Understand the financial investment

Oftentimes, the STEM activities that look “cool” can also come with a hefty price tag. However, less expensive activities can have just as much educational value.

Teach STEM in unconventional ways

Many lessons and activities already have STEM built in. Cooking and baking teach math and chemistry. A field trip to a nature preserve can turn into a lesson on environmental science. Even painting, with its concepts of balance, shading, blending and depth, is STEM.

Make STEMS hands-on

Students learn STEM best when they directly experience it—whether that’s by starting a club to pick up litter, using the color wheel to paint a portrait, or raising a chicken from an egg. Hands-on learning is generally more memorable and long-lasting than other forms of curriculum delivery.

Use STEM to teach soft skills

In addition to STEM, employers are also looking for employees with “soft skills”—social and communication abilities that help people work with colleagues and clients.

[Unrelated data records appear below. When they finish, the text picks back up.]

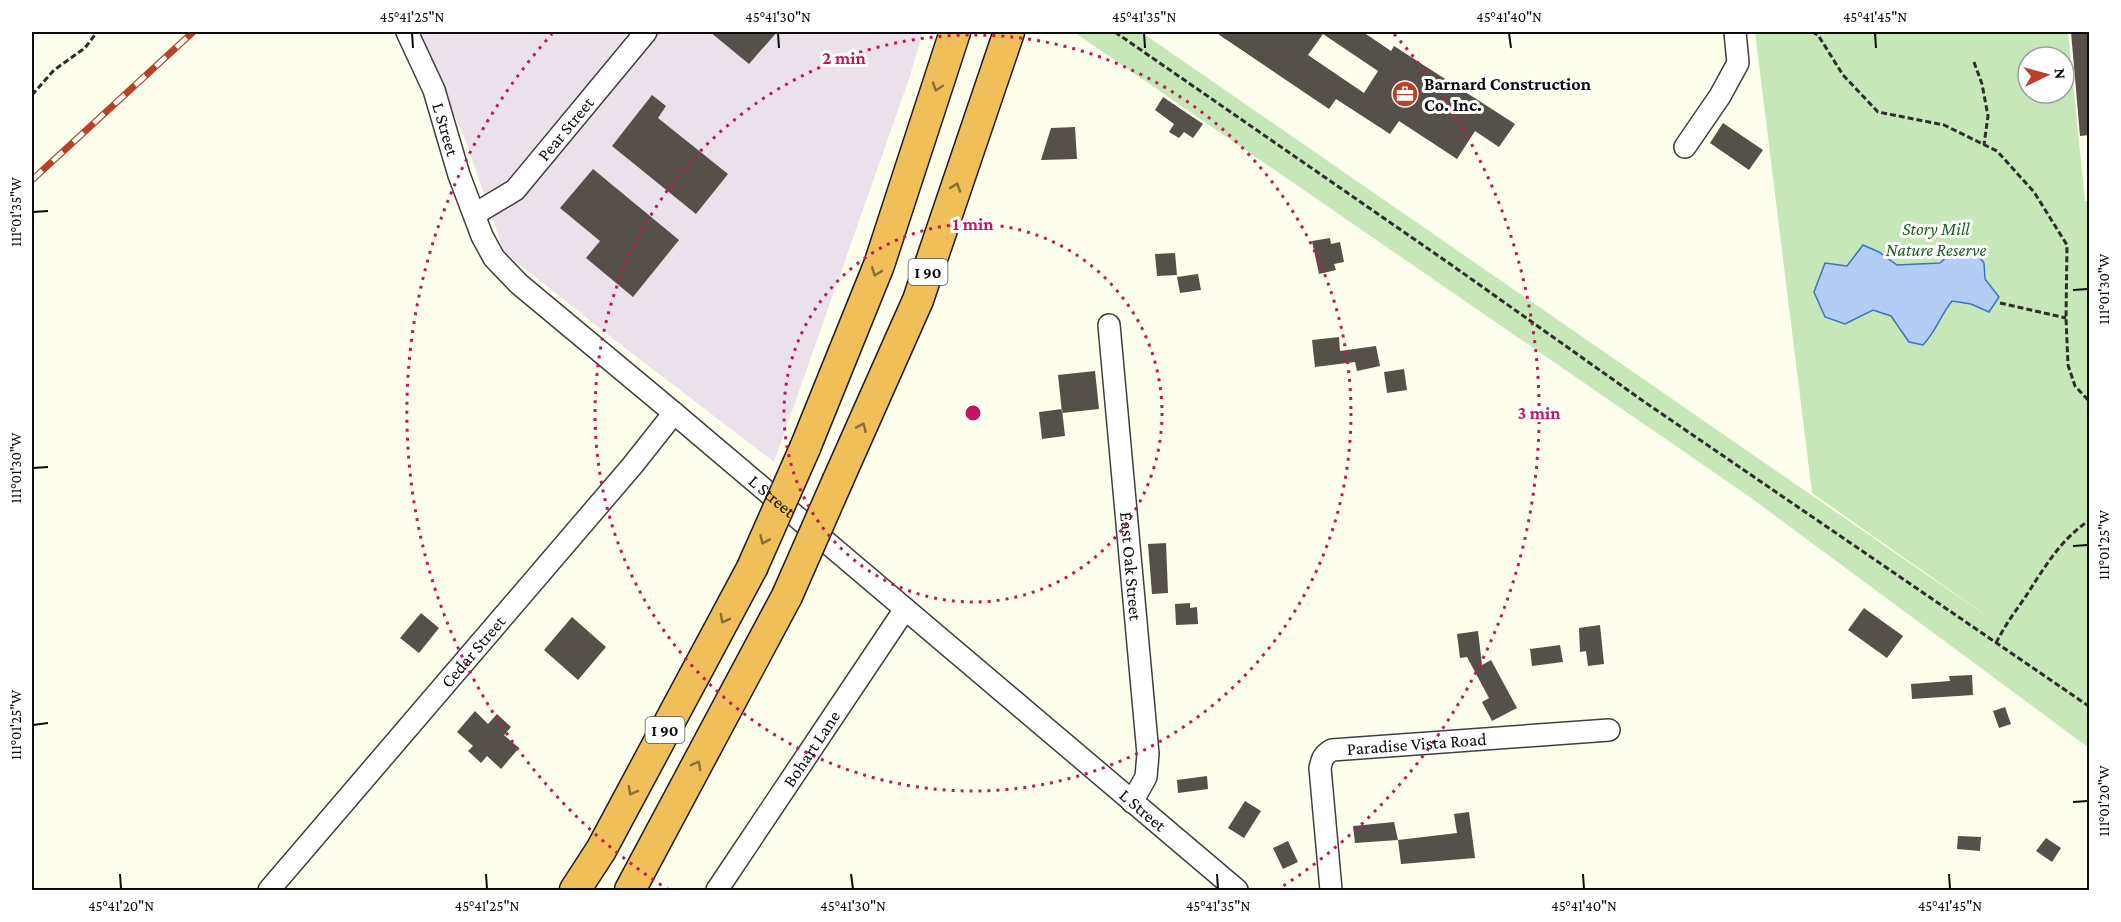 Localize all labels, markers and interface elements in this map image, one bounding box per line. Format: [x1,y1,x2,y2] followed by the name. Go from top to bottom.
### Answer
[380,9,445,25] text: 45°41'25"N
[745,9,811,25] text: 45°41'30"N
[1112,9,1176,25] text: 45°41'35"N
[1476,9,1542,25] text: 45°41'40"N
[1843,9,1907,25] text: 45°41'45"N
[2016,45,2076,105] north arrow
[822,48,866,68] text: 2 min
[2052,68,2069,80] text: N
[1424,74,1592,115] place label: Barnard Construction Co. Inc.
[1390,79,1420,109] office icon: Barnard Construction Co. Inc.
[932,81,944,92] one-way arrow
[533,92,599,165] street label: Pear Street
[428,100,463,159] street label: L Street
[8,177,24,247] text: 111°01'35"W
[949,182,962,193] one-way arrow
[953,214,994,234] text: 1 min
[1886,219,1986,260] park label: Story Mill Nature Reserve
[2096,253,2112,324] text: 111°01'30"W
[908,259,948,285] road number: I 90
[871,266,883,277] one-way arrow
[963,403,983,423] centre of rings
[1517,403,1561,423] text: 3 min
[855,422,867,433] one-way arrow
[8,432,24,503] text: 111°01'30"W
[745,471,800,522] street label: L Street
[2096,510,2112,580] text: 111°01'25"W
[1116,511,1146,622] street label: East Oak Street
[760,533,772,544] one-way arrow
[437,611,510,692] street label: Cedar Street
[720,613,731,624] one-way arrow
[8,690,24,760] text: 111°01'25"W
[779,707,844,791] street label: Bohart Lane
[646,717,684,743] road number: I 90
[1346,729,1488,759] street label: Paradise Vista Road
[690,760,701,771] one-way arrow
[2096,765,2112,837] text: 111°01'20"W
[628,785,639,795] one-way arrow
[1116,785,1171,836] street label: L Street
[88,898,154,914] text: 45°41'20"N
[455,898,520,914] text: 45°41'25"N
[820,898,886,914] text: 45°41'30"N
[1186,898,1250,914] text: 45°41'35"N
[1551,898,1617,914] text: 45°41'40"N
[1918,898,1982,914] text: 45°41'45"N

STEM projects are an opportunity for students to work in teams and practice communicating with those outside their group.

Invite those in STEM into the classroom

Hearing from adults in STEM careers show students that real people use STEM everyday in their jobs. However, don’t fall into STEM stereotypes. For example, if you invite a computer programmer, also invite a graphic designer who uses computer technology in their work; if you invite a chemical engineer, also invite a veterinary technician.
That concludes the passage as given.